Residual Learning for Salient Object Detection

IEEE Trans Image Process. 2020 Feb 28. doi: 10.1109/TIP.2020.2975919. Online ahead of print.

Abstract

Recent deep learning based salient object detection methods improve the performance by introducing multi-scale strategies into fully convolutional neural networks (FCNs). The final result is obtained by integrating all the predictions at each scale. However, the existing multi-scale based methods suffer from several problems: 1) it is difficult to directly learn discriminative features and filters to regress high-resolution saliency masks for each scale; 2) rescaling the multi-scale features could pull in many redundant and inaccurate values, and this weakens the representational ability of the network. In this paper, we propose a residual learning strategy and introduce to gradually refine the coarse prediction scale-by-scale. Concretely, instead of directly predicting the finest-resolution result at each scale, we learn to predict residuals to remedy the errors between coarse saliency map and scale-matching ground truth masks.
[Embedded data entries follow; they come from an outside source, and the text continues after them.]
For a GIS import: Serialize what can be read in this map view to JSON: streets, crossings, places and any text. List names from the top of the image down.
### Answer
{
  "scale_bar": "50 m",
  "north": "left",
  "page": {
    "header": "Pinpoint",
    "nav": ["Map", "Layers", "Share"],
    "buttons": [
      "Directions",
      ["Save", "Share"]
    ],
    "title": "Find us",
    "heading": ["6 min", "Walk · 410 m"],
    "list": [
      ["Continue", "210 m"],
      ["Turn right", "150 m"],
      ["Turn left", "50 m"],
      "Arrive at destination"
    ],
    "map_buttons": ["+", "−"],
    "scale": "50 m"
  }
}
We employ a Dilated Convolutional Pyramid Pooling (DCPP) module to generate the coarse prediction and guide the the residual learning process through several novel Attentional Residual Modules (ARMs). We name our network as Residual Refinement Network (R2Net). We demonstrate the effectiveness of the proposed method against other state-of-the-art algorithms on five released benchmark datasets. Our R2Net is a fully convolutional network which does not need any post-processing and achieves a real-time speed of 33 FPS when it is run on one GPU.